When I cat a file in bash I get the following:
$ cat /tmp/file
microsoft
When I view the same file in vim I get the following:
^@m^@i^@c^@r^@o^@s^@o^@f^@t^@
How can I identify and remove these "non-printable" characters. What does '^@' mean in vim??
(Just a piece of background information: the file was created by base 64 decoding and cutting from the pssh header of an mpd file for Microsoft Playready)
What you see is Vim's visual representation of unprintable characters. It is explained at :help 'isprint'
:
Non-printable characters are displayed with two characters: 0 - 31 "^@" - "^_" 32 - 126 always single characters 127 "^?" 128 - 159 "~@" - "~_" 160 - 254 "| " - "|~" 255 "~?"
Therefore, ^@
stands for a null byte = 0x00. These (and other non-printable characters) can come from various sources, but in your case it's an ...
If you clearly observe your output in Vim, every second byte is a null byte; in between are the expected characters. This is a clear indication that the file uses a multibyte encoding (utf-16
, big endian, no byte order mark to be precise), and Vim did not properly detect that, and instead opened the file as latin1
or so (whereas things worked out properly in the terminal).

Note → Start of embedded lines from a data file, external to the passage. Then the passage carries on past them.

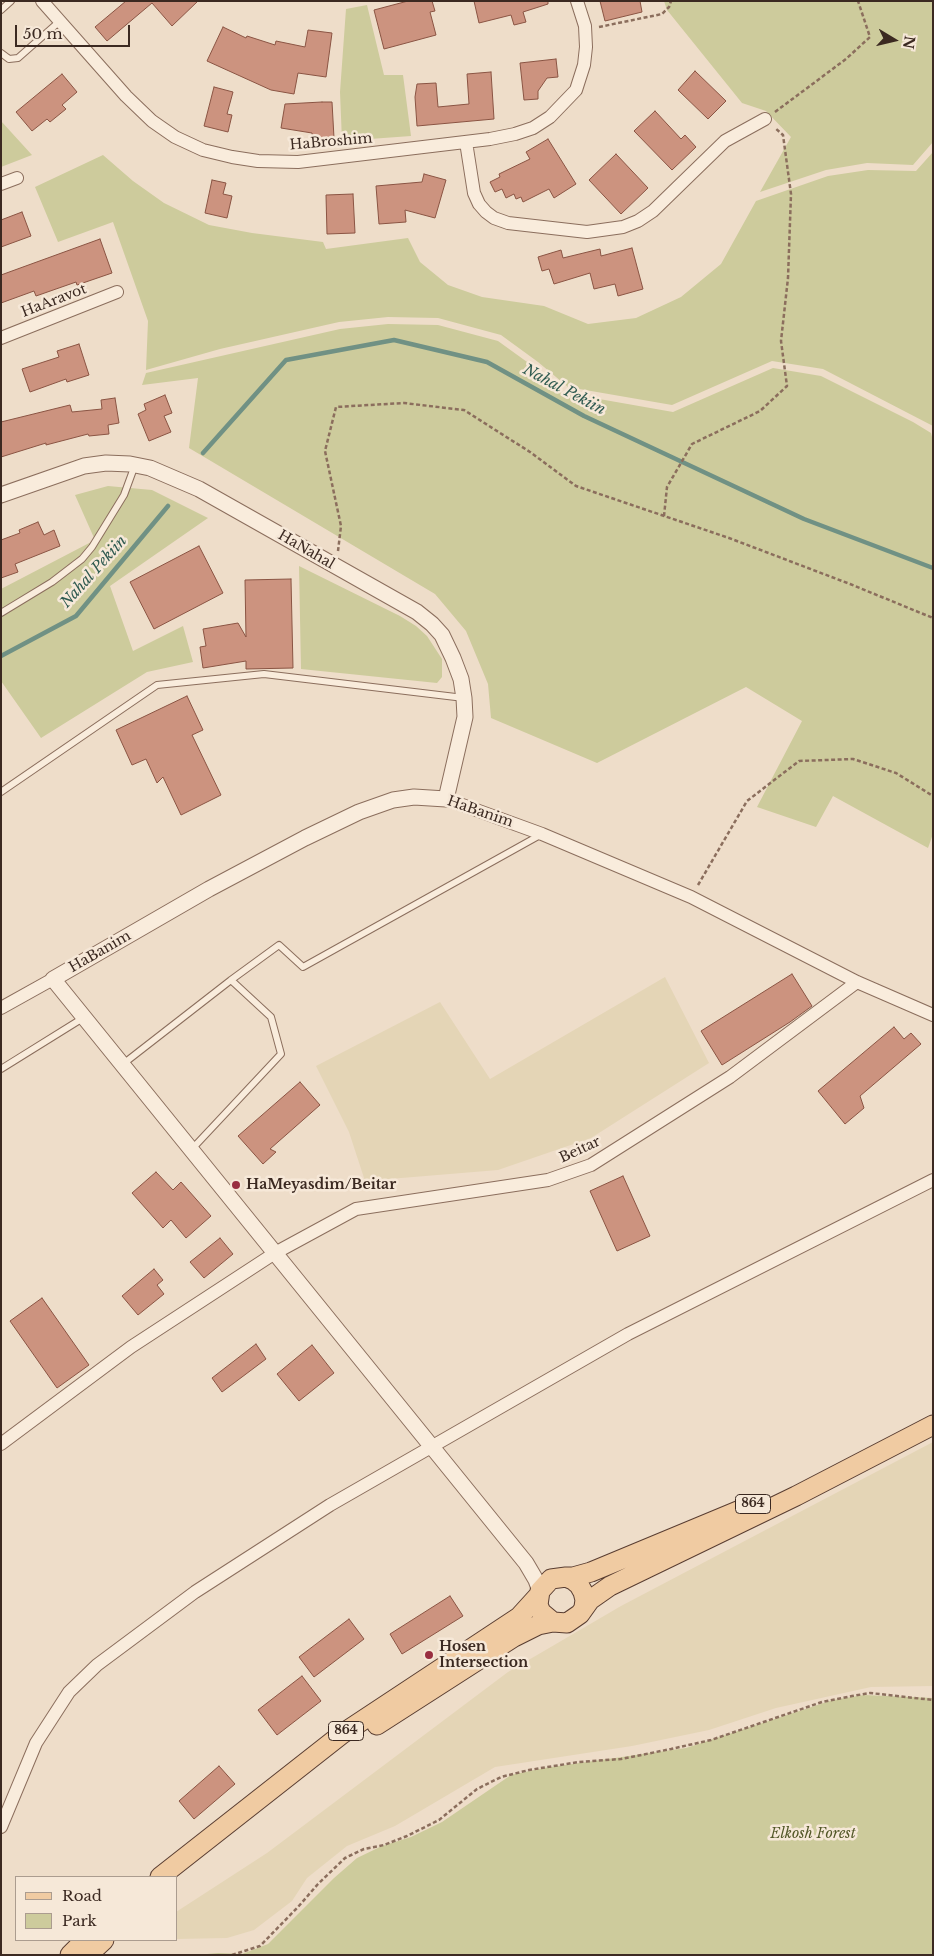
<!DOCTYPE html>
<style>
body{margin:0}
#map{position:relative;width:934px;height:1956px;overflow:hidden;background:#eeddc9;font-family:"Libre Baskerville",serif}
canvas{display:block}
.frame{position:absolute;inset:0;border:2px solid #3b2921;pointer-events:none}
.legend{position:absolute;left:15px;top:1876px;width:162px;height:65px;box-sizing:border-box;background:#f6e8d8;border:1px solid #ab9c8f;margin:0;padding:6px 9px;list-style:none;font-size:15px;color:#3b2921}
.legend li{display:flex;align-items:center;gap:10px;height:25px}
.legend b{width:25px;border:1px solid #ab9c8f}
.north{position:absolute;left:869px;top:15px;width:50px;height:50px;-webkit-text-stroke:4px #f6e8d8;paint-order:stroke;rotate:99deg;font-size:14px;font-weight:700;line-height:20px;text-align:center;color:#3b2921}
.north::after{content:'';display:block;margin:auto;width:18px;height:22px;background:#3b2921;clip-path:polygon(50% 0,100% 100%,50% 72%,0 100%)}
.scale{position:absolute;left:15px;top:25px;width:115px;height:22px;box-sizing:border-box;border:2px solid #3b2921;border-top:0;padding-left:6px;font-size:15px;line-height:18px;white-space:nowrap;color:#3b2921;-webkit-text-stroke:4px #f6e8d8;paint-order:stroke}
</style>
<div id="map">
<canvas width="934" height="1956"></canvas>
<div class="frame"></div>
<ul class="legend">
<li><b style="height:6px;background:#f0cba2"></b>Road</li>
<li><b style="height:14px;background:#cdcb9c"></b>Park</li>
</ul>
<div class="north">N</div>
<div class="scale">50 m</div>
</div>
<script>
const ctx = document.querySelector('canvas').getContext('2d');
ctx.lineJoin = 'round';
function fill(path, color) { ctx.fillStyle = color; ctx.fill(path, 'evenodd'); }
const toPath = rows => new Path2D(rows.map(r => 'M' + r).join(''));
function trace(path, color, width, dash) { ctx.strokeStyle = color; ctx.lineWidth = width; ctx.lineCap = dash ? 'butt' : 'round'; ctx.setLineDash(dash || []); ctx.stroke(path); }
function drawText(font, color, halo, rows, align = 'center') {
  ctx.font = font + ' "Libre Baskerville",serif'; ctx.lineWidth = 5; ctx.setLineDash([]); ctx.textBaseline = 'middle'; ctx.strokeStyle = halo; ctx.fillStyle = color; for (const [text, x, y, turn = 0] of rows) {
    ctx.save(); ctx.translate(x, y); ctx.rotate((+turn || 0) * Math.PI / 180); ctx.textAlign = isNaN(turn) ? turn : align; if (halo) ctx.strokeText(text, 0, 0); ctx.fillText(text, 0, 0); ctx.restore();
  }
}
fill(toPath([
 [665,977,709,1063,591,1138,498,1170,365,1181,349,1132,316,1066,440,1002,490,1079],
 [933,1442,933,1686,871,1687,776,1708,709,1730,632,1746,495,1767,395,1826,347,1846,307,1878,292,1901,254,1930,227,1938,176,1939,176,1912,267,1853,508,1672,621,1606]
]), '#e4d5b6');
fill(toPath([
 [664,1,933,1,933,142,913,165,867,163,826,170,760,192,791,137,766,111,742,103,667,10],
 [367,5,384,75,403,75,411,136,342,141,340,92,346,9],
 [1,121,32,155,1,167],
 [933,152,933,426,823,369,772,361,672,405,568,387,538,362,501,335,438,318,388,317,339,322,220,349,146,370,148,321,113,222,58,242,35,187,103,155,133,181,164,203,209,225,252,233,323,242,326,249,408,238,420,262,448,285,482,297,544,306,588,324,636,318,681,297,721,264,756,201,828,176,868,170,916,171],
 [388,324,438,325,498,341,534,367,565,393,673,412,773,368,821,376,913,422,931,433,933,441,933,834,928,848,833,796,816,827,757,807,802,721,746,687,597,763,491,718,488,684,466,631,435,594,189,448,198,378,142,385,146,373,340,329],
 [108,486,152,490,208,518,110,586,133,651,183,626,193,662,147,672,41,738,1,681,1,589,95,540,75,495],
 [299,566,400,616,416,626,427,636,442,659,442,677,437,683,301,669],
 [864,1695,933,1698,933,1955,196,1955,218,1953,242,1954,268,1944,334,1878,357,1858,382,1846,411,1837,442,1822,511,1775,544,1768,686,1748,833,1700]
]), '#cdcb9c');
trace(toPath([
 [203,453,286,360,394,340,487,362,584,416,804,519,933,568],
 [1,656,76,616,168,506]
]), '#709184', 4.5);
const building = toPath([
 [126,1,198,1,172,26,152,3,107,41,95,27,126,1],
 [408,1,432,1,435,11,430,12,436,35,384,49,374,10,408,1],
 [474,1,548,1,548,4,523,12,526,22,514,25,511,15,479,23,474,1],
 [600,1,640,1,642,12,605,21,600,1],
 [223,27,246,38,247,36,275,45,276,41,305,47,308,30,332,33,326,77,298,73,294,94,271,90,207,61,223,27],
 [556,59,558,77,547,78,538,91,538,99,524,100,520,63,556,59],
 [695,71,726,101,708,119,678,90,695,71],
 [491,72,494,119,417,126,415,97,417,84,436,83,438,107,469,104,467,74,491,72],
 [62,74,77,92,62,105,66,109,50,122,47,119,32,131,16,112,62,74],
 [214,87,233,92,227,114,232,115,228,132,204,126,214,87],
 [322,102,332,102,334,138,313,140,312,133,281,128,285,104,322,102],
 [655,111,681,139,685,135,696,147,672,170,634,131,655,111],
 [548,139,576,184,554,198,549,189,523,202,521,197,516,199,514,194,506,198,502,189,495,192,490,182,500,177,499,174,530,159,526,152,548,139],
 [616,154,648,188,621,214,589,180,616,154],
 [424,174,446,180,435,218,405,210,406,222,379,224,376,186,422,182,424,174],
 [212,180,226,183,223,194,232,196,227,218,205,213,212,180],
 [353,194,355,233,327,234,326,195,353,194],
 [22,212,31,236,1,247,1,220,22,212],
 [100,239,112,273,77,285,76,282,36,296,34,291,1,303,1,275,100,239],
 [632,248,643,289,618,296,615,284,594,289,590,273,554,284,549,269,542,271,538,257,561,250,563,258,600,249,601,256,632,248],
 [79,344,89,375,67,382,66,379,30,392,22,369,59,357,57,351,79,344],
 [165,395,172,413,164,416,171,432,149,441,138,414,146,410,144,404,165,395],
 [115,398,119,423,108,425,109,434,89,436,88,434,46,445,46,443,1,457,1,422,70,405,72,412,102,409,101,400,115,398],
 [38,522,44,535,54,530,60,546,15,564,18,572,1,578,1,540,20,533,19,530,38,522],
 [199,546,223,593,154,629,130,582,199,546],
 [291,579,293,668,246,669,246,661,203,668,200,647,206,646,203,629,238,623,246,637,245,580,291,579],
 [187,696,203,730,192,735,221,795,181,815,163,777,157,783,146,759,132,765,116,730,187,696],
 [792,974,812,1006,790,1022,722,1065,701,1031,792,974],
 [894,1027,904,1039,911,1033,921,1044,860,1096,864,1108,845,1124,818,1091,894,1027],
 [300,1082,320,1105,270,1149,276,1152,263,1164,238,1136,300,1082],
 [156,1172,173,1190,181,1182,211,1216,186,1238,171,1220,163,1228,132,1193,156,1172],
 [623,1176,650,1236,617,1251,590,1191,623,1176],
 [220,1238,233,1254,204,1278,190,1262,220,1238],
 [154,1269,163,1280,157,1285,164,1294,138,1315,122,1296,154,1269],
 [42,1298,89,1365,57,1388,10,1321,42,1298],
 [256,1344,266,1359,222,1392,212,1378,256,1344],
 [312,1345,334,1373,299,1401,277,1374,312,1345],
 [450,1596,463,1616,402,1654,390,1634,450,1596],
 [349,1619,364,1639,314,1677,299,1657,349,1619],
 [302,1676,321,1701,277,1735,258,1710,302,1676],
 [219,1766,235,1784,194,1819,179,1801,219,1766]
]);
fill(building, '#cc937f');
trace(building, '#8a5443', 1);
const service = toPath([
 [1,10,11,1],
 [1,53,9,59,18,58,60,21],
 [1,613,52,582,82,559,92,547,124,495,135,465],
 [1,792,157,685,264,674,464,698],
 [231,980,279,945,303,967,542,834],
 [123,1064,231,980,271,1017,281,1054,192,1149],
 [1,1069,83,1018]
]);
const minor = toPath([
 [42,1,126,96,152,121,175,137,203,150,232,157,258,161,298,162,490,139,515,134,533,128,550,117,576,90,584,65,586,47,585,26,577,1],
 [466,142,474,193,479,204,486,212,494,218,508,223,587,232,623,227,638,221,653,211,725,141,765,119],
 [1,184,17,178],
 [1,338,117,292],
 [446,799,542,834,691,897,857,982,933,1015],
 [1,1008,53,979],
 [1,1444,131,1347,275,1253,356,1209,548,1180,591,1165,730,1077,857,982],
 [1,1827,36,1743,69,1692,97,1665,195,1592,330,1505,628,1334,933,1180]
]);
const tertiary = toPath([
 [1,495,84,466,106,463,130,464,150,468,199,489,417,612,432,624,442,635,453,658,461,679,464,698,465,717,446,799,414,797,393,800,359,812,305,838,209,889,53,979,526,1563,536,1580,540,1591]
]);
const primary = toPath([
 [566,1577,573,1577,591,1572,745,1508],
 [584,1607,585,1600,583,1592,579,1585,573,1580,566,1577,551,1579,540,1591,538,1605,541,1612,553,1622,567,1623,580,1614,590,1600,610,1586,796,1496,933,1425],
 [377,1725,514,1637,538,1625,553,1622],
 [160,1877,342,1734,519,1617,539,1595],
 [70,1955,85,1940],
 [88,1955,104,1940]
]);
trace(service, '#8b6e5d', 8);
trace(minor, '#8b6e5d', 14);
trace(tertiary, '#8b6e5d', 17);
trace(primary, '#593d31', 21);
trace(toPath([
 [599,27,662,14,669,7,671,1],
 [775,112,846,59,870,37,858,1],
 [664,516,667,487,692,444,760,411,787,386,781,341,788,278,791,194,783,135,775,128],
 [338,551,341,526,325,451,336,407,404,403,464,410,530,452,576,486,729,538,850,584,933,618],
 [698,885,747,801,799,761,853,759,896,773,933,796],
 [232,1955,260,1946,298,1907,318,1884,345,1858,364,1849,384,1845,407,1836,439,1820,477,1789,501,1777,529,1770,579,1762,621,1759,671,1749,711,1740,822,1702,852,1696,870,1693,933,1700]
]), '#8b6e5d', 2.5, [4, 2.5]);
trace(service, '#f9ecdc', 6);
trace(minor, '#f9ecdc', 12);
trace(tertiary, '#f9ecdc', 15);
trace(primary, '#f0cba2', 19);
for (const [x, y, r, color] of [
 [236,1185,5,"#992e40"],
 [429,1655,5,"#992e40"]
]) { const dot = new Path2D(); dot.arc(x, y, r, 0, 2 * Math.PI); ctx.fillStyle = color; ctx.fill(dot); trace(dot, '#f6e8d8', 2); }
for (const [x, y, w] of [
 [753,1504,35],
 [346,1731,35]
]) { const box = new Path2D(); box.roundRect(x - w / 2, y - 9.5, w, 19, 4); ctx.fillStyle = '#f6e8d8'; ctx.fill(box); trace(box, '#3b2921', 1); }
drawText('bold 12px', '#3b2921', null, [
 ["864",753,1504],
 ["864",346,1731]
]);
drawText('14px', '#3b2921', '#f6e8d8', [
 ["HaBroshim",331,142,-5],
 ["HaAravot",54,301,-21],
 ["HaNahal",306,550,30],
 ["HaBanim",480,812,19],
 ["HaBanim",100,952,-30],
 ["Beitar",580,1150,-25]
]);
drawText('bold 14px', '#3b2921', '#f6e8d8', [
 ["HaMeyasdim/Beitar",246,1185],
 ["Hosen",439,1647],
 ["Intersection",439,1663]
], 'left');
drawText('italic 14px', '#535828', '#f6e8d8', [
 ["Elkosh Forest",813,1834]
]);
drawText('italic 15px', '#305b51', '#f6e8d8', [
 ["Nahal Pekiin",564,390,28],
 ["Nahal Pekiin",94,572,-48]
]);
</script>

To fix this, you can either explicitly specify the encoding:
:edit ++enc=utf-16 /tmp/file
Or tweak the 'fileencodings'
option, so that Vim can automatically detect this. However, be aware that ambiguities (as in your case) make this prone to fail:
For an empty file or a file with only ASCII characters most encodings will work and the first entry of 'fileencodings' will be used (except "ucs-bom", which requires the BOM to be present).
That's why a byte order mark (BOM) is recommended for 16-bit encodings; but that assumes that you have control over the output encoding.